3-4? 4-3? Focus on nickel instead
So much it seems is being made of Carolina’s switch to a 3-4 defense from a 4-3, but the reality is the prevalence of spread formations and the fact that Drew Brees and Matt Ryan are in the NFC South, and now pass-happy Bruce Arians is in Tampa, means nickel defense will be imperative. Rivera told me his team was in sub-packages about 59 percent of the time last year “or something crazy like that,” and expects it to rise this year.
“We have to make sure that we an handle what they do,” Rivera said, adding that it’s more likely these days his team is in its base defense “once every five plays.”
The renewed pass rush will help, but teams are going to spread these guys out early and test the depth of a the secondary. Everyone here seems to know it.
Good vibes for the new Cam
Rivera surprised some of us by saying on Monday that all four QBs on the roster would play in Thursday’s preseason debut, but he amended that on Tuesday. Cam Newton and All-Pro linebacker Luke Kuechly won’t play, and I doubt we see much of Newton at all in the preseason after missing all spring recovering from offseason shoulder surgery. Rivera said he was sitting Newton “just to be careful,” and there have been no setbacks or issues with the shoulder, though additional rest for Newton is built in for the rest of camp.
I really liked what I saw of Newton with a more compact delivery without as big a wind-up. He was constantly perfecting it, even between drills throwing to anyone who would catch him. He is driving the ball with a right spiral, and yes, he made one poor red-zone pick on Tuesday that had him banging himself on the head, but he was threading passes too. “It’s all good vibes right now,” is how Moore put it.
McCoy spent his career to this point chasing Newton around. But watching the uber-athletic quarterback practice has been eye-opening for him, because rarely if ever do you see the quarterback outside the pocket on these field.
“I’ve been quoted as saying that he is the best escape artist we have in this league,” McCoy said. “And you watch him in practice and he don’t run at all. So for him to be as good at getting away from people as he is, it’s incredible that he does it, because he doesn’t work on it at practice. He is truly working on being a pocket passer … Zone reads and all that other stuff, but he really wants to be a pocket passer.”
More from Panthers camp
- The Panthers believe they have two young receivers primed to make a leap forward in production and consistency.
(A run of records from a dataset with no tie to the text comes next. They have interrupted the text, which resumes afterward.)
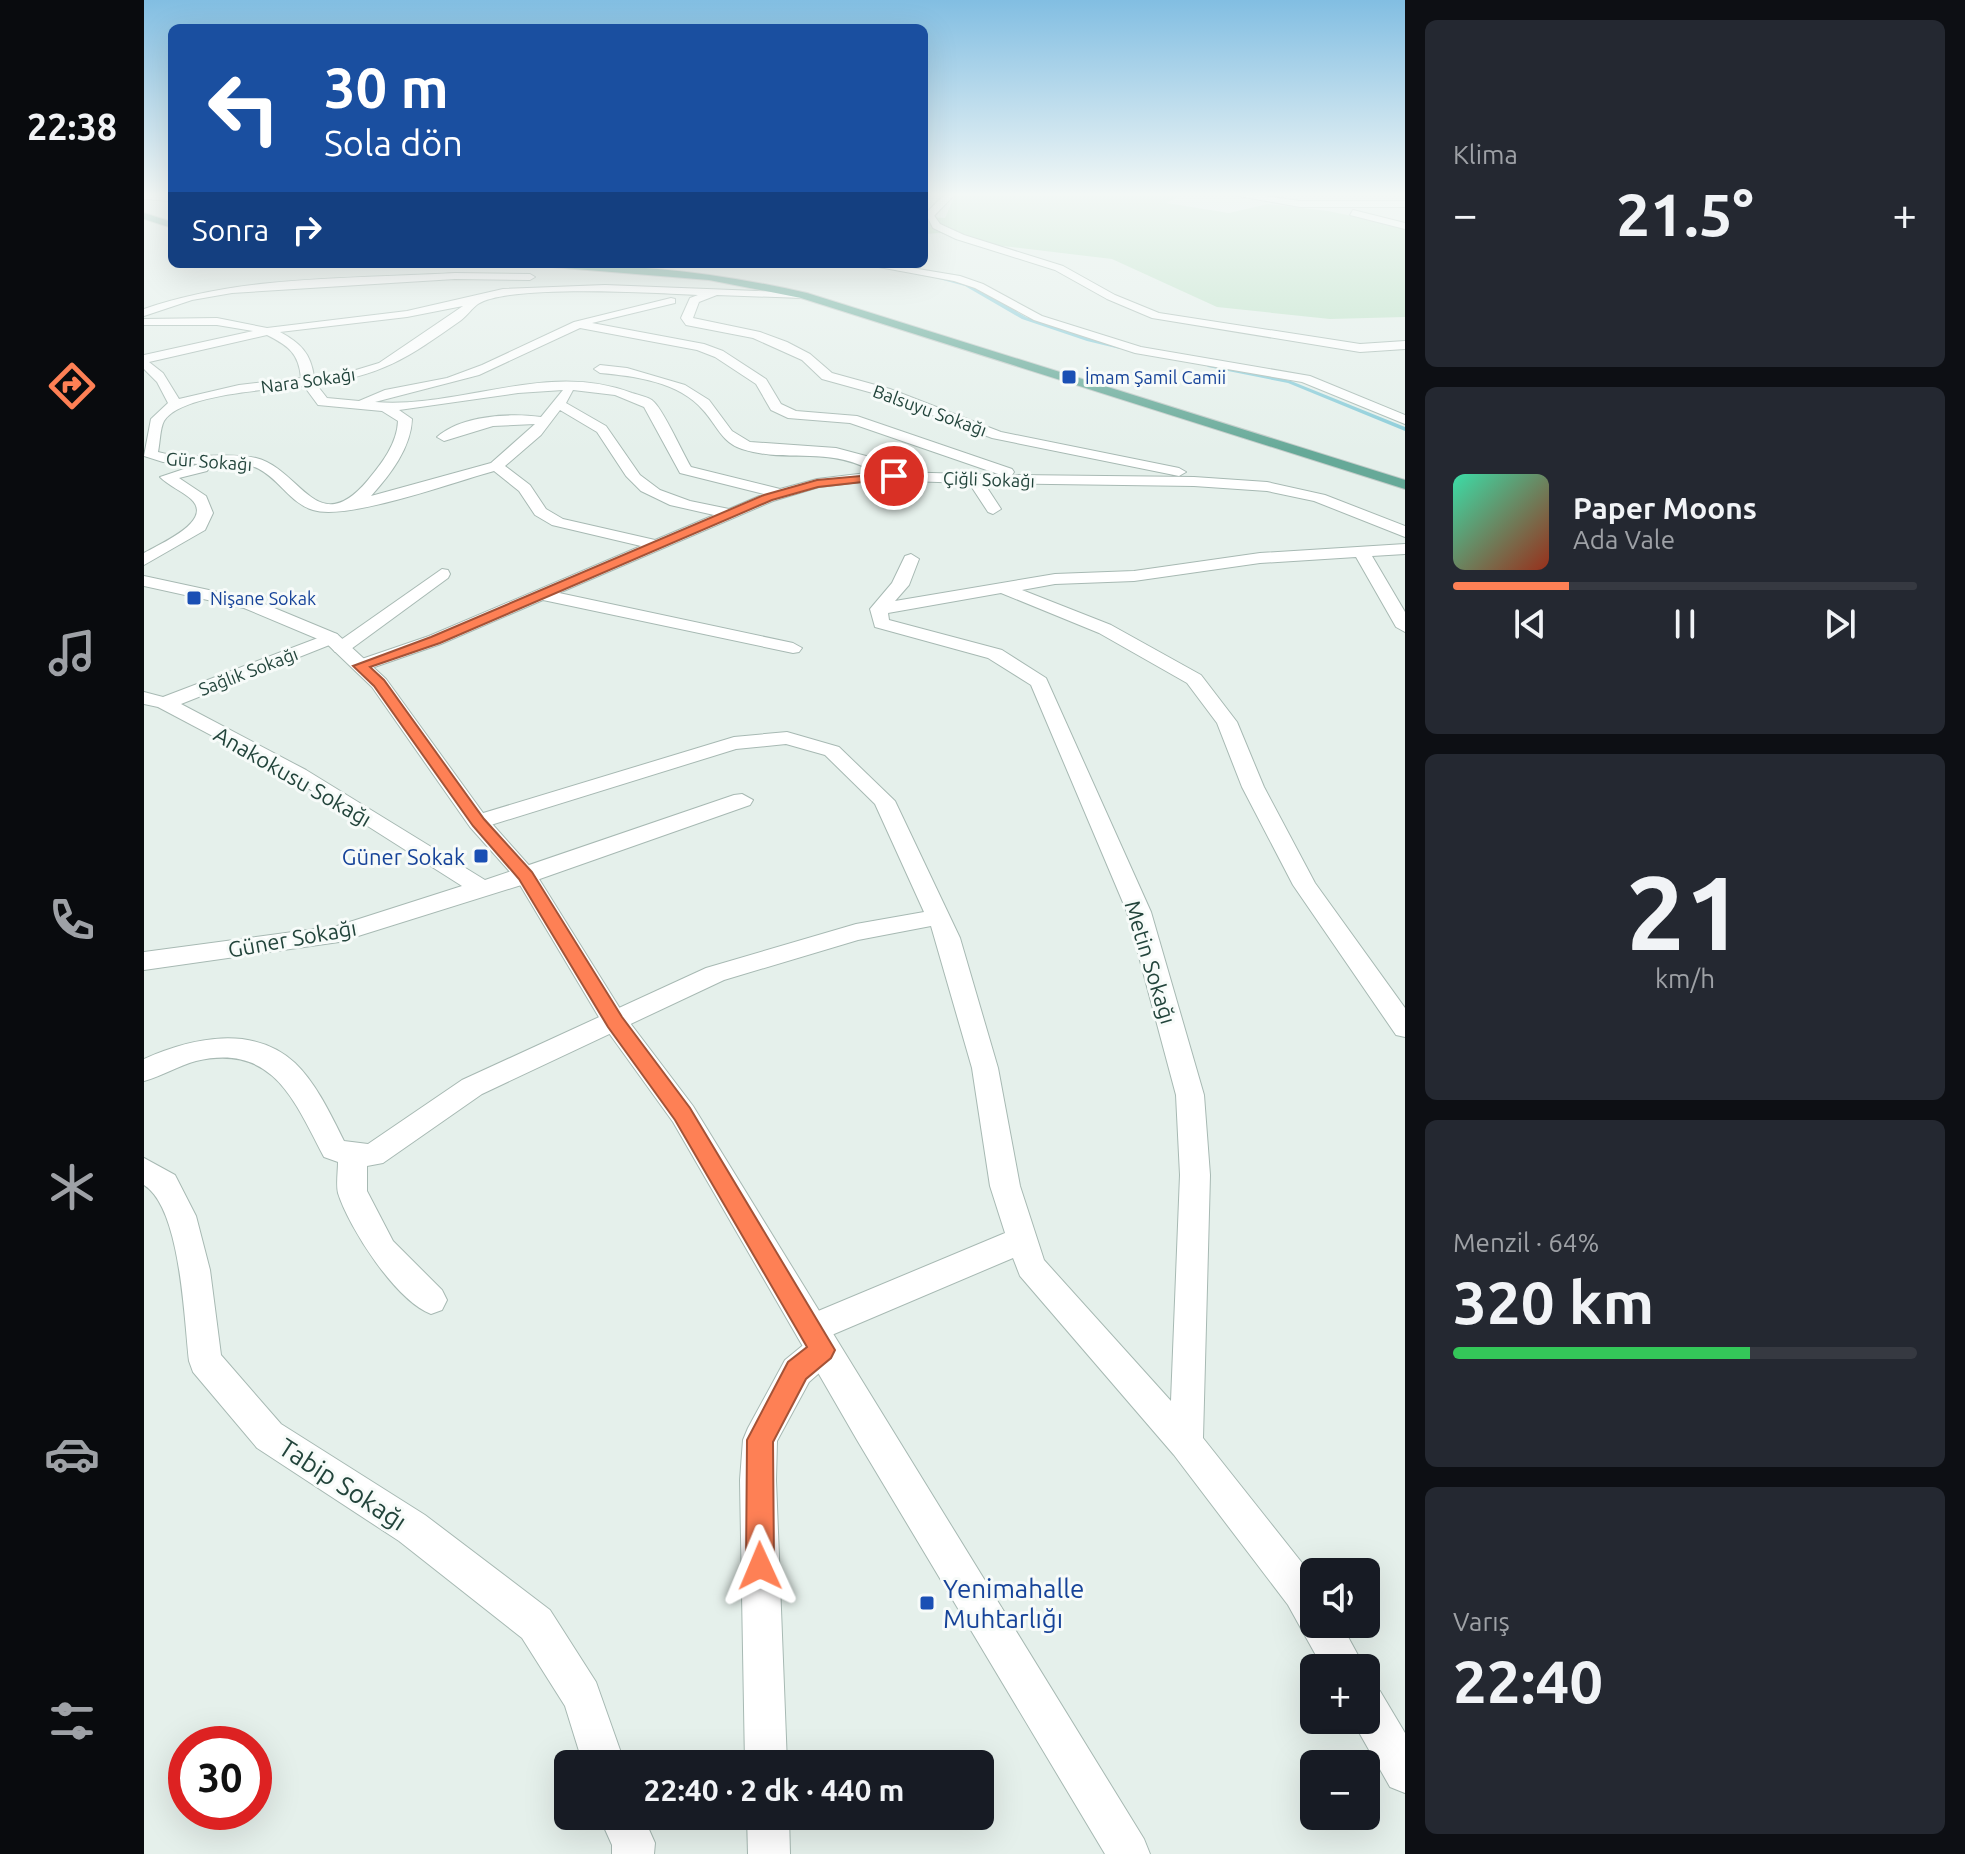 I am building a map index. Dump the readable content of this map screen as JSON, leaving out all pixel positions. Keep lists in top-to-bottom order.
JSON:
{
  "streets": {
    "street": [
      "Nara Sokağı",
      "Balsuyu Sokağı",
      "Gür Sokağı",
      "Çiğli Sokağı",
      "Sağlık Sokağı",
      "Anakokusu Sokağı",
      "Güner Sokağı",
      "Metin Sokağı",
      "Tabip Sokağı"
    ]
  },
  "crossings": [
    ["Nara Sokağı", "Balsuyu Sokağı"],
    ["Nara Sokağı", "Gür Sokağı"],
    ["Balsuyu Sokağı", "Çiğli Sokağı"],
    ["Çiğli Sokağı", "Sağlık Sokağı"],
    ["Sağlık Sokağı", "Anakokusu Sokağı"],
    ["Anakokusu Sokağı", "Güner Sokağı"]
  ],
  "places": {
    "transit": [
      "İmam Şamil Camii",
      "Nişane Sokak",
      "Güner Sokak",
      "Yenimahalle Muhtarlığı"
    ]
  },
  "page": {
    "tabs": "22:38",
    "tile": [
      "Klima",
      ["21", "km/h"],
      ["Menzil · 64%", "320 km"],
      ["Varış", "22:40"]
    ],
    "turn": ["30 m", "Sola dön"],
    "heat": ["−", "21.5°", "+"],
    "then": "Sonra",
    "song": ["Paper Moons", "Ada Vale"],
    "map_buttons": ["+", "−"],
    "limit": "30",
    "trip": "22:40 · 2 dk · 440 m"
  }
}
Moore really came on in the second half of last season, even with the playbook limited by Newton’s injury, and he has now mastered the playbook. “Less thought, more instinct and just go make pays when my number is called,” is how he explained his transition from his rookie year. Curtis Samuel keeps making plays in camp and Rivera said the 22-year-old is “light years” ahead of where he was a year ago.
- Second-year tight end Ian Thomas is another kid opening eyes. His transition to the NFL took time last year, but with him and Greg Olsen together, offensive coordinator Norv Turner will be dabbling deep in two tight end sets (12 personnel is all the rage). “You guys know just how scary this offense can be with two tight ends,” Rivers said in a nod to Turner’s long body of work.
- This will be a top-five offense, I believe, if they stay in decent health, and Christian McCaffrey may end up with as many touches as anyone in the entire league. The running back is the fulcrum and as young as he will ever be, and as cheap as he will ever be, his workload will be high.
- It’s no secret that David Tepper, entering a second season at the helm, has very high expectations and will not flinch about making big changes in 2020 if he feels need be. Rivera taking over the defense should bring out the best in all parties, and he is a helluva football coach … but nothing is guaranteed and if this team stumbles this owner will be primed to shake it up.